R. El cambio de un partido por otro partido no va a
resolver el problema. El problema hoy no es que los partidos sean los
equivocados, sino que no controlan los instrumentos. Los problemas de los españoles
no están confinados al territorio español, sino al globo. La presunción de que
se puede resolver la situación desde dentro es errónea.
P. Usted analiza la crisis del Estado-nación. ¿Qué
opina de las aspiraciones independentistas de Cataluña?

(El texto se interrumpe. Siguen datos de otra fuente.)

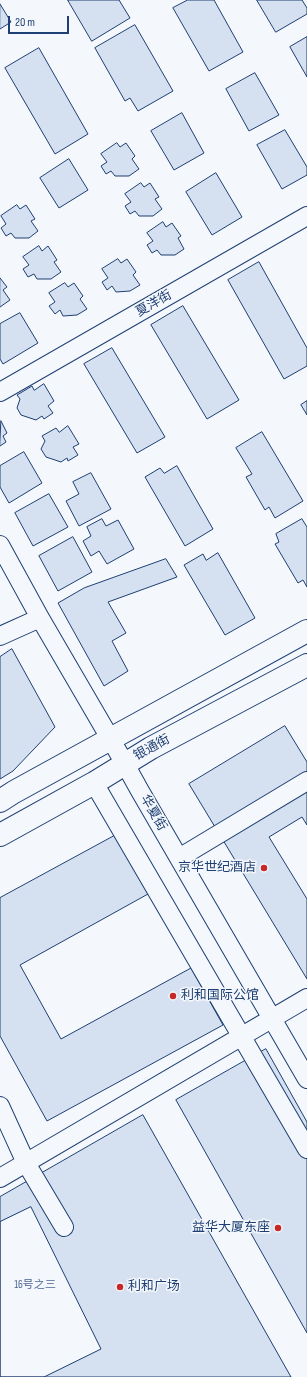 <!DOCTYPE html>
<meta charset="utf-8">
<style>
body{margin:0}
#map{position:relative;width:307px;height:1377px;overflow:hidden;background:#f4f7fb;font-family:"Sofia Sans Condensed",sans-serif}
canvas{display:block}
.scale{position:absolute;left:8px;top:16px;width:61px;height:18px;box-sizing:border-box;border:2px solid #1d3f73;border-top:0;padding-left:5px;font-size:12px;line-height:14px;white-space:nowrap;color:#1d3f73;-webkit-text-stroke:3px #f4f7fb;paint-order:stroke}
</style>
<div id="map">
<canvas width="307" height="1377"></canvas>
<div class="scale">20 m</div>
</div>
<script>
const g = document.querySelector('canvas').getContext('2d');
g.lineJoin = 'round';
function fillPath(path, color) { g.fillStyle = color; g.fill(path, 'evenodd'); }
function strokePath(path, color, width, dash) { g.strokeStyle = color; g.lineWidth = width; g.lineCap = dash ? 'butt' : 'round'; g.setLineDash(dash || []); g.stroke(path); }
function drawText(font, color, halo, rows, align = 'center') {
  g.font = font + ' "Sofia Sans Condensed","Noto Sans SC",sans-serif'; g.lineWidth = 3; g.setLineDash([]); g.textBaseline = 'middle'; g.strokeStyle = halo; g.fillStyle = color; for (const [text, x, y, turn = 0] of rows) {
    g.save(); g.translate(x, y); g.rotate((+turn || 0) * Math.PI / 180); g.textAlign = isNaN(turn) ? turn : align; if (halo) g.strokeText(text, 0, 0); g.fillText(text, 0, 0); g.restore();
  }
}
const building = new Path2D(`
 M68 0H119L130 18 92 41Z
 M188 0H214L243 52 209 71 173 8Z
 M257 0H302L307 8V14L276 32Z
 M0 4 11 22 0 29Z
 M135 25 173 91 138 111 130 98 125 101 95 48Z
 M307 37V77L290 47Z
 M39 48 88 134 55 154 5 68Z
 M255 73 279 115 249 131 226 89Z
 M182 113 204 153 174 170 151 131Z
 M285 130 307 167V175L282 189 257 145Z
 M117 143 120 147 126 143 135 156 132 159 139 169 129 176H115L111 171 106 174 101 166 107 162 101 154Z
 M69 159 88 190 59 208 40 178Z
 M216 173 242 217 212 235 186 192Z
 M141 183 144 187 150 183 159 197 155 199 162 209 153 216H139L135 211 130 214 125 206 131 202 125 194Z
 M17 205 20 209 26 205 35 219 31 221 38 231 29 238H15L11 233 6 236 1 228 6 224 1 216Z
 M163 222 166 227 172 223 181 236 178 238 184 249 175 255H161L157 250 152 253 147 245 153 241 147 233Z
 M39 246 42 251 48 246 57 260 54 262 61 272 51 279H37L34 274 28 277 23 269 29 265 23 257Z
 M118 259 121 263 127 259 136 272 133 275 140 285 130 291 116 292 112 286 107 290 102 282 108 278 102 269Z
 M259 262 307 348V366L284 379 228 280Z
 M0 278 7 287 3 290 10 300 0 307Z
 M65 283 68 287 74 283 83 296 80 299 87 309 77 315 63 316 60 310 55 314 49 306 55 302 49 293Z
 M183 306 239 400 207 419 151 325Z
 M20 313 38 343 3 364 0 359V324Z
 M112 348 165 437 137 453 84 364Z
 M44 384 54 401 48 406 53 413 44 419 42 416 36 420 21 415 17 408 20 399 17 395 32 386 34 390Z
 M307 401V415L301 405Z
 M1 421 7 433 3 436 6 442 0 446Z
 M68 426 79 444 73 447 78 455 68 461 67 458 61 462 46 457 41 449 45 441 42 436 56 428 59 432Z
 M262 432 303 501 275 518 269 507 265 510 246 477 252 474 236 448Z
 M24 452 42 483 9 503 0 487V466Z
 M177 466 213 529 185 546 145 477 160 468 164 473Z
 M91 473 111 509 79 526 66 501 79 494 73 482Z
 M49 494 68 527 33 546 15 513Z
 M102 519 106 526 118 520 134 549 107 564 99 551 91 556 83 541 91 536 87 527Z
 M302 519 307 527V587L303 580 298 583 275 544 279 542 276 534Z
 M73 537 92 572 58 591 39 556Z
 M218 553 255 618 225 635 184 565 203 554 206 560Z
 M166 559 177 577 108 602 126 633 112 641 128 671 104 686 58 603 84 588Z
 M12 649 55 727 13 771 0 779V657Z
 M285 726 307 762V825L302 817 269 837 307 899V979L189 784Z
 M116 835 148 894 20 965 61 1039 191 968 223 1025 47 1121 0 1036V898Z
 M266 1049 307 1122V1333L176 1100Z
 M143 1115 291 1377H0V1197Z
 M31 1207 101 1349 44 1377H0V1222Z`);
fillPath(building, '#d5e0f0');
strokePath(building, '#1d3f73', 1);
const minor = new Path2D(`
 M0 392 307 216
 M0 545 40 618 125 764 140 791 307 1079
 M0 636 40 618
 M94 783 307 1149
 M179 858 307 781
 M0 1106 26 1163 64 1227
 M0 1178 307 998`);
const tertiary = new Path2D(`
 M0 801 14 792 307 631
 M0 835 94 783 151 748 307 665`);
strokePath(minor, '#1d3f73', 20);
strokePath(tertiary, '#1d3f73', 24);
strokePath(minor, '#f4f7fb', 18);
strokePath(tertiary, '#f4f7fb', 22);
for (const [x, y, r, color] of [
 [264,868,4,"#c62828"],
 [173,996,4,"#c62828"],
 [278,1228,4,"#c62828"],
 [120,1287,4,"#c62828"]
]) { const dot = new Path2D(); dot.arc(x, y, r, 0, 2 * Math.PI); g.fillStyle = color; g.fill(dot); strokePath(dot, '#f4f7fb', 1.5); }
drawText('11px', '#4b6792', null, [
 ["16号之三",35,1285]
]);
drawText('13px', '#1d3f73', '#f4f7fb', [
 ["夏洋街",154,304,-30],
 ["银通街",152,748,-29],
 ["华夏街",153,813,60]
]);
drawText('13px', '#1d3f73', '#f4f7fb', [
 ["京华世纪酒店",256,868],
 ["利和国际公馆",181,996,"left"],
 ["益华大厦东座",270,1228],
 ["利和广场",128,1287,"left"]
], 'right');
</script>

R. Pienso que seguimos en los principios de
Versalles, cuando se estableció el derecho de cada nación a la
autodeterminación. Pero eso hoy es una ficción porque no existen territorios
homogéneos. Hoy toda sociedad es una colección de diásporas. La gente se une a
una sociedad a la que es leal, y paga impuestos, pero al mismo tiempo no
quieren rendir su identidad. La conexión entre lo local y la identidad se ha
roto. La situación en Cataluña, como en Escocia o Lombardía, es una
contradicción entre la identidad tribal y la ciudadanía de un país. Ellos son
europeos, pero no quieren ir a Bruselas vía Madrid, sino desde Barcelona. La
misma lógica está emergiendo en casi todos los países. Seguimos en los
principios establecidos al final de la Primera Guerra Mundial, pero ha habido
muchos cambios en el mundo.
P. Las redes sociales han cambiado la forma en que la
gente protesta, o la exigencia de transparencia. Usted es escéptico sobre ese “activismo de sofá” y
subraya que Internet también nos adormece con entretenimiento barato. En vez de
un instrumento revolucionario como las ven algunos, ¿las redes son el nuevo
opio del pueblo?
R. La cuestión de la identidad ha sido transformada de algo que viene dado a una tarea: tú tienes que crear tu propia comunidad. Pero no se crea una comunidad, la tienes o no; lo que las redes sociales pueden crear es un sustituto. La diferencia entre la comunidad y la red es que tú perteneces a la comunidad pero la red te pertenece a ti. Puedes añadir amigos y puedes borrarlos, controlas a la gente con la que te relacionadas. La gente se siente un poco mejor porque la soledad es la gran amenaza en estos tiempos de individualización. Pero en las redes es tan fácil añadir amigos o borrarlos que no necesitas habilidades sociales. Estas las desarrollas cuando estás en la calle, o vas a tu centro de trabajo, y te encuentras con gente con la que tienes que tener una interacción razonable. Ahí tienes que enfrentarte a las dificultades, involucrarte en un diálogo. El papa Francisco, que es un gran hombre, al ser elegido dio su primera entrevista a Eugenio Scalfari, un periodista italiano que es un autoproclamado ateísta. Fue una señal: el diálogo real no es hablar con gente que piensa lo mismo que tú. Las redes sociales no enseñan a dialogar porque es tan fácil evitar la controversia… Mucha gente usa las redes sociales no para unir, no para ampliar sus horizontes, sino al contrario, para encerrarse en lo que llamo zonas de confort, donde el único sonido que oyen es el eco de su voz, donde lo único que ven son los reflejos de su propia cara. Las redes son muy útiles, dan servicios muy placenteros, pero son una trampa.